***** DATA PROVIDED

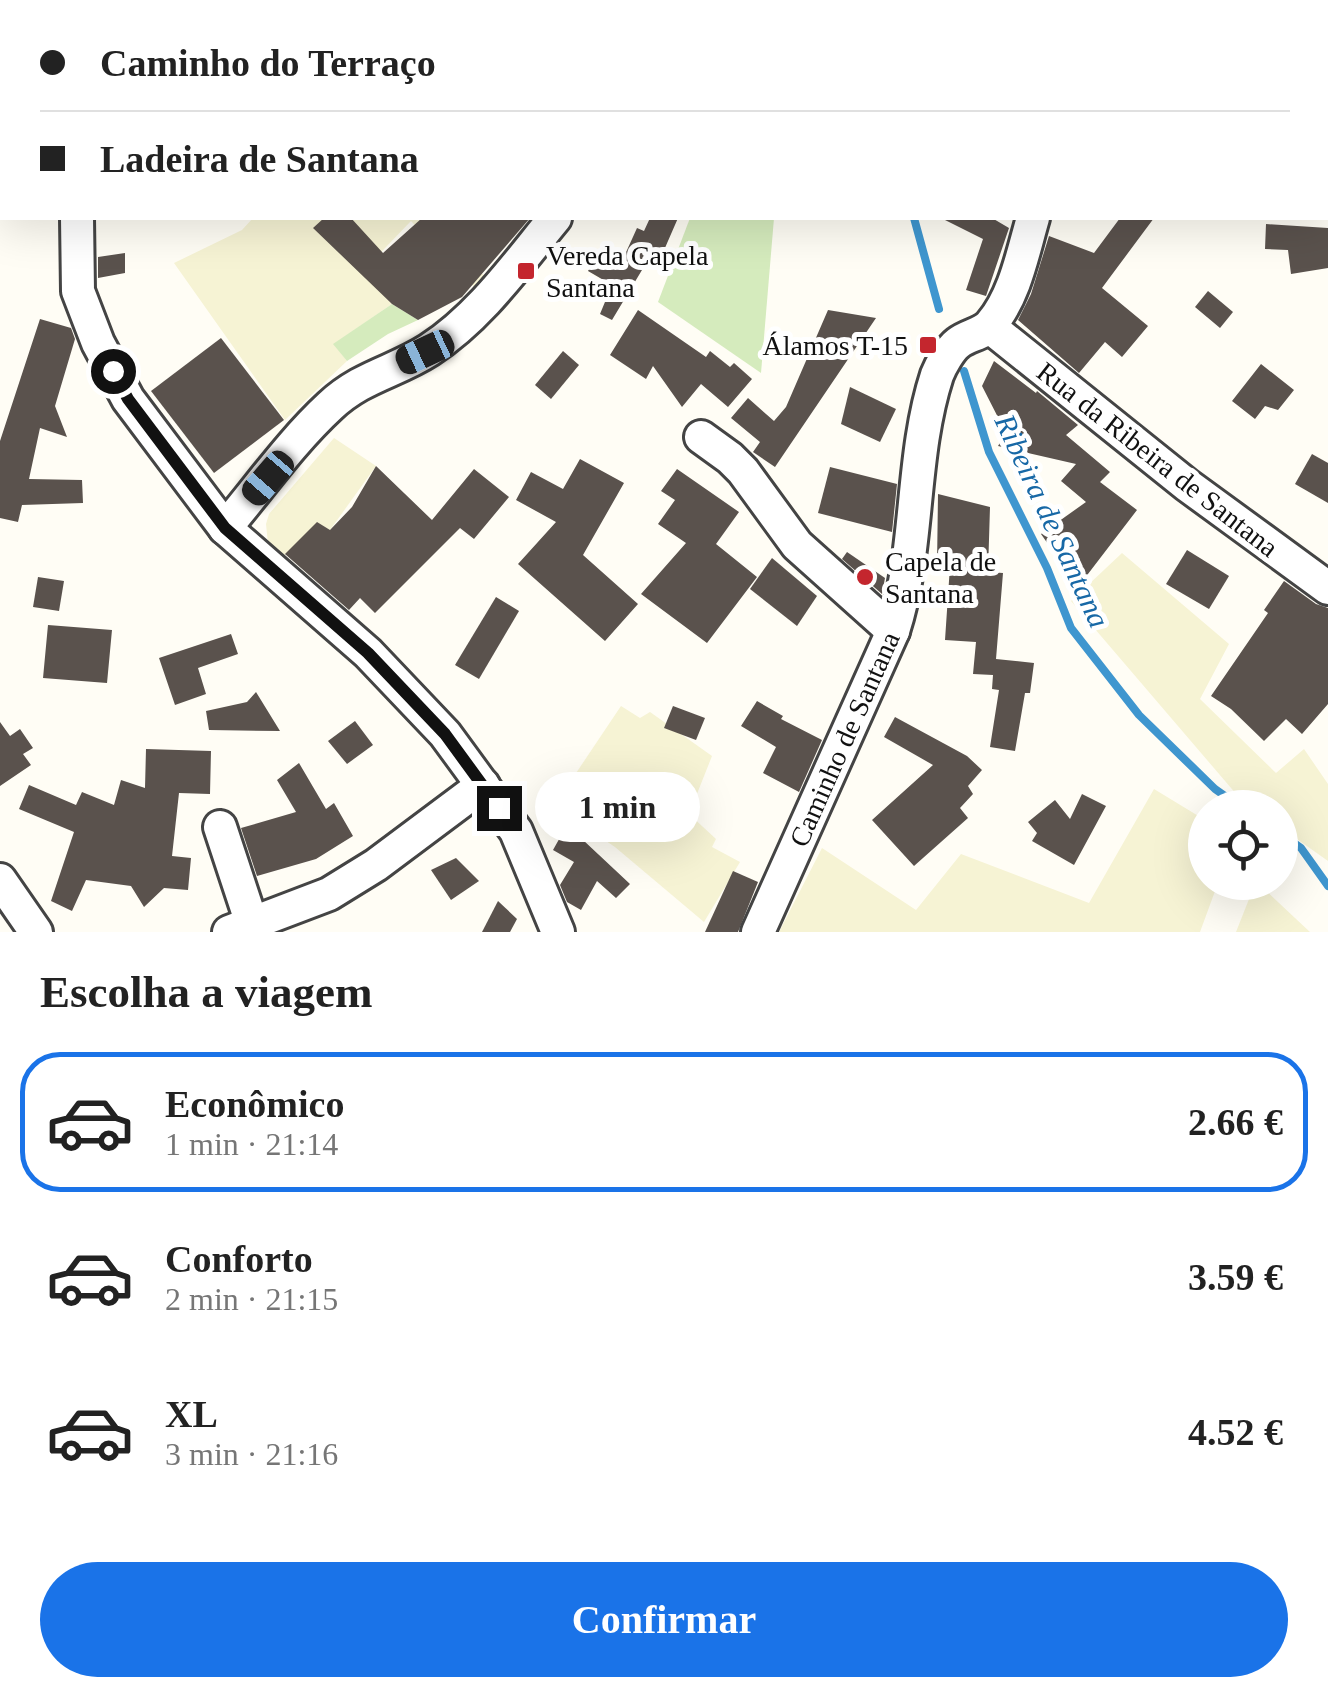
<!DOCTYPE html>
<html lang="pt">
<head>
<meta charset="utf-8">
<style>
	:root { --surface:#fff; --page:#f2f2f2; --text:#222; --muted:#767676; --line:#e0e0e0; --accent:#1a73e8 }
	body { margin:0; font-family:"Times New Roman",serif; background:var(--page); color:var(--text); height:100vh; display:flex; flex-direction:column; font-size:38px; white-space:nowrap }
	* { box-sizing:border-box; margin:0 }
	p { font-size:32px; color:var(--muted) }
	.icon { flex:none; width:55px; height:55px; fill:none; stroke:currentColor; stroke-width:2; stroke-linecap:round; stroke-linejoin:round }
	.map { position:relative; height:932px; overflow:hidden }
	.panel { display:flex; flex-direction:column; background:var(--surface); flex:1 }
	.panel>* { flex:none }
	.guide { position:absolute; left:0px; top:0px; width:1330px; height:220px; box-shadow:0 10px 40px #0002; display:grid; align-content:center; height:220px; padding:0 40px; background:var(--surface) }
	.tools { position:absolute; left:1188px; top:790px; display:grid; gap:20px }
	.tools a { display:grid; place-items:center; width:110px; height:110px; border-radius:50%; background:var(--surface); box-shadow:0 10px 40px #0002; font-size:50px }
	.end { position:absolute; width:45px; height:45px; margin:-22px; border:12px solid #111; background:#fff; box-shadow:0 0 0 5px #fff }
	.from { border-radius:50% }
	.bubble { position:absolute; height:70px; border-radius:35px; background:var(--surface); box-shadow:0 10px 40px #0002; font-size:32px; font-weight:600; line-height:70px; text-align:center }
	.car { position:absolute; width:30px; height:60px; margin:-30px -15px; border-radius:12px; box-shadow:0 0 8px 2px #0007; background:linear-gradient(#222 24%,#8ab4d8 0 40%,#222 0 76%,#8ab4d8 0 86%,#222 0) }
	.guide b { display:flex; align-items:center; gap:35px; height:95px; font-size:38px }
	.guide b+b { border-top:2px solid var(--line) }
	.guide i { width:25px; height:25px; background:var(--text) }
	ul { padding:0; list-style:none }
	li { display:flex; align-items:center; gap:30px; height:140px; margin:0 20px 15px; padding:0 20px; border:5px solid transparent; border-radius:40px }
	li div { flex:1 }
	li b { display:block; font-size:38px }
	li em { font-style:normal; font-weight:600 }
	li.selected { border-color:var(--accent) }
	li>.icon { width:90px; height:90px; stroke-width:1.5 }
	h2 { padding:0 40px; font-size:45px; line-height:120px }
	.action { display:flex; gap:20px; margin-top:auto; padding:20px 40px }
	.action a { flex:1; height:115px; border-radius:60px; background:var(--accent); color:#fff; font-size:40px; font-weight:600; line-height:115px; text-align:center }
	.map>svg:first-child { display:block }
	.farmland { fill:#f6f3d4 }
	.green { fill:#d5ebbd }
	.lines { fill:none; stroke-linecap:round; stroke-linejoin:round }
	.stream { stroke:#3f96cf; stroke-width:8 }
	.building { fill:#5a524d }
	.minor-casing { stroke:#444; stroke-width:38 }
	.minor { stroke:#fff; stroke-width:32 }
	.route { stroke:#111; stroke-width:12 }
	.poi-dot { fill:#c4262e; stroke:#fff; stroke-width:4 }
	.labels { text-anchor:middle; stroke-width:10; stroke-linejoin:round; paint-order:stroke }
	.poi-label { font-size:28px; fill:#111; stroke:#fff; text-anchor:start }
	.street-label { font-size:28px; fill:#111; stroke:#fff }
	.water-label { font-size:30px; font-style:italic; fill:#1768a6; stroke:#fff }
</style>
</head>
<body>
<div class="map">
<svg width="1328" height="932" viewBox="0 0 1328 932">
	<rect width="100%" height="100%" fill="#fffdf5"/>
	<g class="farmland">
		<path d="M 253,218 L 418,218 L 485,276 L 476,289 L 411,221 L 362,272 L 392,304 L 334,344 L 347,361 L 285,420 L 174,263 L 242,230 Z"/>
		<path d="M 334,438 L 376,466 L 330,530 L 317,523 L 285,555 L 268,544 L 266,524 L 269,514 Z"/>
		<path d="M 1122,553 L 1229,644 L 1200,699 L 1276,773 L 1304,749 L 1328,784 L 1328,861 L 1280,827 L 1280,808 L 1252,807 L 1243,802 L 1071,601 Z"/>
		<path d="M 621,706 L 640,718 L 650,712 L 712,756 L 689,814 L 716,839 L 712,847 L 740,862 L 704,922 L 615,847 L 554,806 Z"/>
		<path d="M 1154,789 L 1205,820 L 1205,882 L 1218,883 L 1200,932 L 779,932 L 822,848 L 916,910 L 961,854 L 1089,903 Z"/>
		<path d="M 1259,884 L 1295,918 L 1310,932 L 1236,932 L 1251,894 Z"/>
	</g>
	<g class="green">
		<path d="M 690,218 L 774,218 L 761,373 L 658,302 Z"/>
		<path d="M 392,304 L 418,320 L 388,334 L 347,361 L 333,344 Z"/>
	</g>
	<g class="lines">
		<g class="stream">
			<path d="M 870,0 L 872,2"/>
			<path d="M 914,218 L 939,309"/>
			<path d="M 964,371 L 989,452 L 1047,568 L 1071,628 L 1139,715 L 1215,789 L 1242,808"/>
			<path d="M 1280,833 L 1301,848 L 1328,886"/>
		</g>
	</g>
	<g class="building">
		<path d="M 324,218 L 351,218 L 383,253 L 422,218 L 530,218 L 462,297 L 418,320 L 392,304 L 313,228 Z"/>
		<path d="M 650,218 L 678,218 L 658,264 L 648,260 L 612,320 L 600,314 L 612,285 L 588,271 L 602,247 L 623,259 L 637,228 L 644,231 Z"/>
		<path d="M 941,218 L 992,218 L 1009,228 L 986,296 L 966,290 L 983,239 Z"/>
		<path d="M 1120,218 L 1154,218 L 1102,288 L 1148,326 L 1122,357 L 1105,342 L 1079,373 L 1018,320 L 1031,294 L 1049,236 L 1094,253 Z"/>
		<path d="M 1266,224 L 1328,228 L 1328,268 L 1291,274 L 1288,250 L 1265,249 Z"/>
		<path d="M 125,253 L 125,273 L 98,278 L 98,257 Z"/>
		<path d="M 1208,291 L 1233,312 L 1220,328 L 1195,307 Z"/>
		<path d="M 638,310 L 706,357 L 710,351 L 730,367 L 734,363 L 752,379 L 728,407 L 701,384 L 682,407 L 653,366 L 646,379 L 610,355 Z"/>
		<path d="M 828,310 L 876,318 L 775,467 L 753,452 L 760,442 L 731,418 L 748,398 L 774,421 L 786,407 Z"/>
		<path d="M 40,319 L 71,328 L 75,339 L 55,406 L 67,437 L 40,428 L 29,479 L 82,480 L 83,503 L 22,505 L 18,522 L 0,518 L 0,441 Z"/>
		<path d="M 221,338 L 284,420 L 214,473 L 151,391 Z"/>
		<path d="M 563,351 L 579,365 L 551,399 L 535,385 Z"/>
		<path d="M 994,361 L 1036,393 L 1037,391 L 1078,425 L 1066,435 L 1110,472 L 1100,482 L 1137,510 L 1078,587 L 1041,534 L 1086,502 L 1061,481 L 1076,464 L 998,446 L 1006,433 L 982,386 Z"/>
		<path d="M 1261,364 L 1294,390 L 1278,410 L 1265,406 L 1255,419 L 1232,401 Z"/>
		<path d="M 850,387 L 896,409 L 880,442 L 841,424 Z"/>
		<path d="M 1312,454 L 1328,463 L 1328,503 L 1295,484 Z"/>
		<path d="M 580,459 L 624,483 L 583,555 L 638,604 L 605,641 L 518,564 L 556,522 L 516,500 L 531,472 L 563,489 Z"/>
		<path d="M 376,466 L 432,520 L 474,469 L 509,497 L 474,539 L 460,528 L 375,613 L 360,598 L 349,610 L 285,554 L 317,522 L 330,530 L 352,507 Z"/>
		<path d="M 830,467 L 897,484 L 892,532 L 818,513 Z"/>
		<path d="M 677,469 L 739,512 L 716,544 L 757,577 L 707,643 L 641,594 L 686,543 L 658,524 L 675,500 L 661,491 Z"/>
		<path d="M 938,494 L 990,507 L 988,572 L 1003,573 L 996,659 L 1034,663 L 1030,693 L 1025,693 L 1015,751 L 990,747 L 999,690 L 992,689 L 993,675 L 973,674 L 976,642 L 945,640 L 950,566 L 937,566 Z"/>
		<path d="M 1187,550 L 1229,576 L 1209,609 L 1166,584 Z"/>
		<path d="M 847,552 L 885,578 L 882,594 L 842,559 Z"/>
		<path d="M 772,558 L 817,596 L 797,626 L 750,589 Z"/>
		<path d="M 38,577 L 64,581 L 59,611 L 33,607 Z"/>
		<path d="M 1284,581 L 1316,604 L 1328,608 L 1328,704 L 1302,734 L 1286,719 L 1264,741 L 1231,709 L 1211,696 L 1268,613 L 1264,610 Z"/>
		<path d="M 496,597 L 519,611 L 479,679 L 455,665 Z"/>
		<path d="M 48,625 L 112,630 L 107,683 L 43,678 Z"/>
		<path d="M 231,634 L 238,654 L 198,668 L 206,694 L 175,705 L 159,658 Z"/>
		<path d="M 256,692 L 280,731 L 209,730 L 206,711 L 247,702 Z"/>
		<path d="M 757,701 L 783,716 L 781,719 L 822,740 L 799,792 L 763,773 L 776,747 L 741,726 Z"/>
		<path d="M 673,706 L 705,718 L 696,740 L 664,728 Z"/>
		<path d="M 895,717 L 967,756 L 982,770 L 968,786 L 973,794 L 960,808 L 968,818 L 914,866 L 872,820 L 933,765 L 884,737 Z"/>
		<path d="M 355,721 L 373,745 L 347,764 L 328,741 Z"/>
		<path d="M 0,722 L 10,736 L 20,729 L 33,748 L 23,754 L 31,765 L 0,786 Z"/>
		<path d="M 146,749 L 211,751 L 210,794 L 179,793 L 172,856 L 191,858 L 188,890 L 164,888 L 144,907 L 131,886 L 86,880 L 72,911 L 51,901 L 74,832 L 19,809 L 29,785 L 76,805 L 82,792 L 114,805 L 121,780 L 145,788 Z"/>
		<path d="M 299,763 L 326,809 L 334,803 L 353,836 L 316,859 L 257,876 L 241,828 L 296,812 L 277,780 Z"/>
		<path d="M 1082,794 L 1106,806 L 1074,865 L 1032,841 L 1037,833 L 1028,822 L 1055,800 L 1070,819 Z"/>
		<path d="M 567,825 L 630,884 L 616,898 L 597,881 L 581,910 L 567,902 L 560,885 L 574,862 L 553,850 Z"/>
		<path d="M 456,858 L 479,881 L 451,900 L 431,870 Z"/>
		<path d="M 733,871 L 758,882 L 738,932 L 705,932 Z"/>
		<path d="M 498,901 L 517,919 L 510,932 L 482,932 Z"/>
	</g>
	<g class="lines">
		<defs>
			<g id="minor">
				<path d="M 71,0 L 72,2"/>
				<path d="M 218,0 L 218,2"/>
				<path d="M 631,2 L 631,0"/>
				<path d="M 77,218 L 78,291 L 98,343 L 128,399 L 225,528 L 368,653 L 445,734 L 516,831 L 558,932"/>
				<path d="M 990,327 L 1187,485 L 1328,588"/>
				<path d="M 701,437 L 730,458 L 743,471 L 797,545 L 893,631"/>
				<path d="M 225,528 C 259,488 291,442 330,406 C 362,376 395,372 429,350 C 480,317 517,264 555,218"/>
				<path d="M 220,827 L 251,921"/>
				<path d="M 0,880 L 36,932"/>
				<path d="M 229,932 L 329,894 L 376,865 L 483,785"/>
				<path d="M 758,932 L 893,631 C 920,548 910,458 937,375 C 941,365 950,349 958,343 C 968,335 983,334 991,324 C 1015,296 1023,252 1033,218"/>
			</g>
		</defs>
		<use href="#minor" class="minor-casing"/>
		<use href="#minor" class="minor"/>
	</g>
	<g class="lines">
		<path class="route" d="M 113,371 L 128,399 L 225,528 L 368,653 L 445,734 L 499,808"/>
	</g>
	<g class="poi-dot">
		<rect x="516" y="261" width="20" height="20" rx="5"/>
		<rect x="918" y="335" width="20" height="20" rx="5"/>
		<circle cx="865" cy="577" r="10"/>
	</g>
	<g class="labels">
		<g class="poi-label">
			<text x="546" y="265">Vereda Capela<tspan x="546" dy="32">Santana</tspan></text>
			<text x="908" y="355" text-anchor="end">Álamos T-15</text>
			<text x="885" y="571">Capela de<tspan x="885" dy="32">Santana</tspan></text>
		</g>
		<g class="street-label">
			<text transform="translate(1158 459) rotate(38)" y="10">Rua da Ribeira de Santana</text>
			<text transform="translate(844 739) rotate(-66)" y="10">Caminho de Santana</text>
		</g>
		<g class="water-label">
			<text transform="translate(1052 521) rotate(65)" y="10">Ribeira de Santana</text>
		</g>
	</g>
</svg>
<div class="tools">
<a><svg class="icon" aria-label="locate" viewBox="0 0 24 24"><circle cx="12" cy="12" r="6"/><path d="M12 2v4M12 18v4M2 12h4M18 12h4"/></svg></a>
</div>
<i class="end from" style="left:113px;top:371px"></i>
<i class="end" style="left:499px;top:808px"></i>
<div class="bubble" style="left:535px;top:772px;width:165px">1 min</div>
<i class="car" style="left:425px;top:352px;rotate:245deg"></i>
<i class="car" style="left:268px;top:478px;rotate:221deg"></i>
<div class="guide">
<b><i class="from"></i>Caminho do Terraço</b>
<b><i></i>Ladeira de Santana</b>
</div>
</div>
<section class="panel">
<h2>Escolha a viagem</h2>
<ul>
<li class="selected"><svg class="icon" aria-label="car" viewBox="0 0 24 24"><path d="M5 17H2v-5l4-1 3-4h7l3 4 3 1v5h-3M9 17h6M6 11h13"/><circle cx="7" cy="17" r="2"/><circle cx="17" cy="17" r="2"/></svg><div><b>Econômico</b><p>1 min · 21:14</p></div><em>2.66 €</em></li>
<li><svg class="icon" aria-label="car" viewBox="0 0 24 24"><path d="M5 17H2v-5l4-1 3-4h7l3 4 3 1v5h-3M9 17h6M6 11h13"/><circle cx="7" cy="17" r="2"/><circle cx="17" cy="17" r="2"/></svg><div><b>Conforto</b><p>2 min · 21:15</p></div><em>3.59 €</em></li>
<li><svg class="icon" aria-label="car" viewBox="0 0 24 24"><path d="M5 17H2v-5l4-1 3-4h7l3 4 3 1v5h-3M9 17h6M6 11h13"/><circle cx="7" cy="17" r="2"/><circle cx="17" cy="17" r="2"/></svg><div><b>XL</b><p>3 min · 21:16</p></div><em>4.52 €</em></li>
</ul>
<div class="action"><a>Confirmar</a></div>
</section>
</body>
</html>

**********

## TASK OBJECTIVE
A line belongs in the answer if it contains the word "none"; please copy each such line from the material.

## WRITTEN ANSWER
	.icon { flex:none; width:55px; height:55px; fill:none; stroke:currentColor; stroke-width:2; stroke-linecap:round; stroke-linejoin:round }
	.panel>* { flex:none }
	ul { padding:0; list-style:none }
	.lines { fill:none; stroke-linecap:round; stroke-linejoin:round }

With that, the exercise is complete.